Curating on the Move – Taipei Biennale



International Curatorial Workshop:

 Curating on the Move – Taipei Biennale 2020 

 
Martin Guinard, Taipei Biennale, TNUA Taipei, ZKM, Stephane Verlet Bottero, Hongjohn Lin, Ming Tiampo, Hadas Kedar, Katlin Erdodi, Students from TNUA, ZHdK, HongKong City University, University of Reading.





 Whether as a free curator, artist, cultural producer of events or in an institutional position, curating has positioned itself worldwide as a powerful agent in social transformation processes, as it increased the awareness and understanding of social situations and demands, of conflicts and negotiations.

  

 In our globalized cultural world, a strong knowledge of artists and cultural practitioners working in diverse geographical, cultural and social contexts is a central requirement, and therefore, a vibrant net of international practitioners as well as the knowledge and the experience to move in such an international situation is pre-condition in every contemporary curatorial practice. Successful curators as practitioners and researchers are those who are able to initiate, manage, communicate, and implement such projects. Consequently, it is important for universities worldwide teaching curatorial practice, to offer to their students the necessary skills to engage with an international network as well as with an international audience.

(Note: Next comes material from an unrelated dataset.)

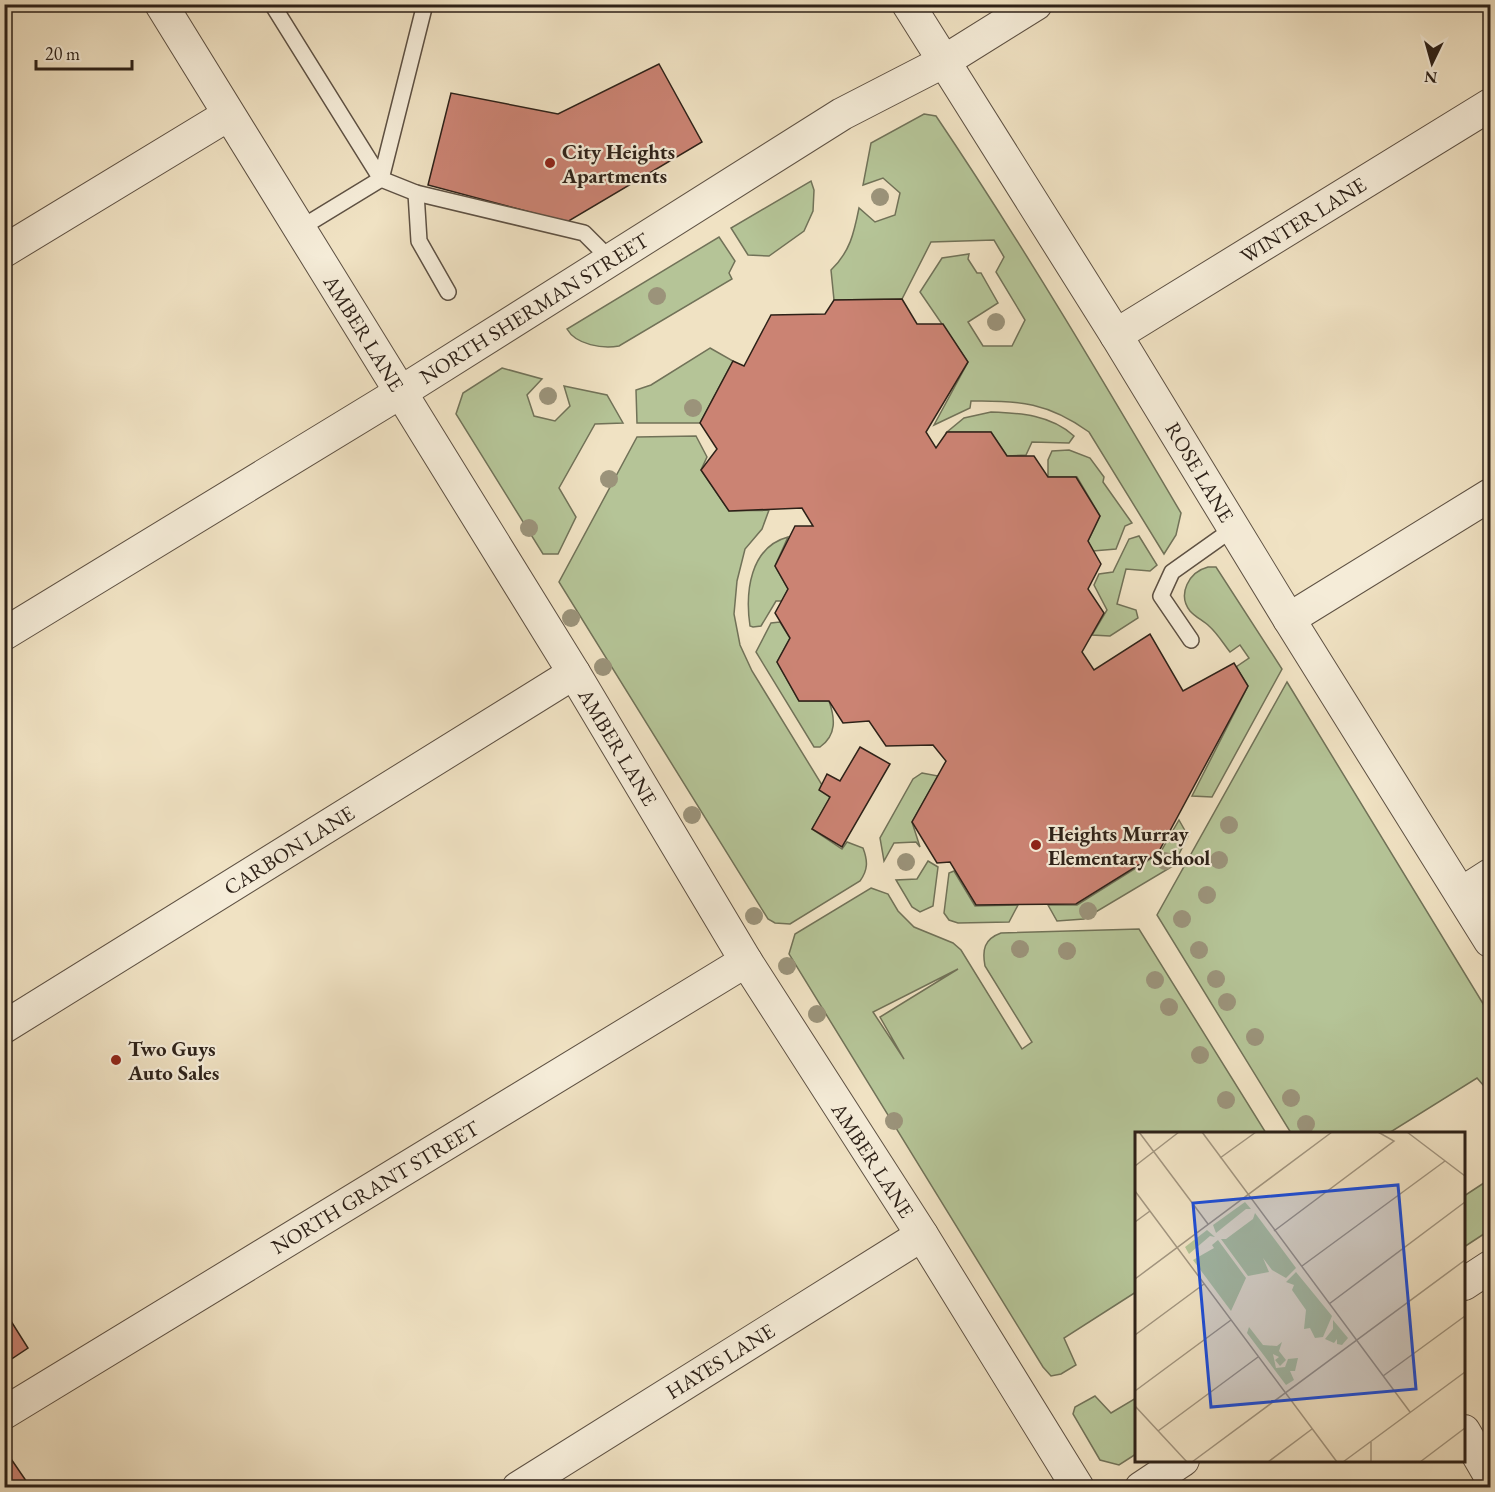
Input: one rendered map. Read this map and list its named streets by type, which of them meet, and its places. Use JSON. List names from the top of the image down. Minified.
{"streets":{"street":["WINTER LANE","NORTH SHERMAN STREET","AMBER LANE","ROSE LANE","CARBON LANE","NORTH GRANT STREET","HAYES LANE"]},"crossings":[["WINTER LANE","ROSE LANE"],["NORTH SHERMAN STREET","AMBER LANE"],["NORTH SHERMAN STREET","ROSE LANE"],["AMBER LANE","CARBON LANE"],["AMBER LANE","NORTH GRANT STREET"],["AMBER LANE","HAYES LANE"]],"places":["City Heights Apartments","Heights Murray Elementary School","Two Guys Auto Sales"],"scale_bar":"20 m","north":"bottom"}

 […] This fosters trans-local and transcultural learning in real-life local contexts through a series of practice projects and knowledge production (workshops and conferences), which also reflect on positions and relations in the arts art in society as well as on social situations in the respective environment.  

 In these contexts, special attention has to be paid to context awareness, decolonization processes, working with complexity and inter- and trans-disciplinary approaches.




  
 
For this workshop, we will research on the geo-political and geo-historical

themes of the 2020 Taipei Biennale by the curators Bruno Latour and Martin Guinard-Terrin and look into Taipei’s well-known, and not so known artistic practices and its place in a globalized art world.
 We also want to establish written contributions for an OnCurating Issue on the topic of Curating on the Move. This issue will be published at
OnCurating.org and as a book on demand.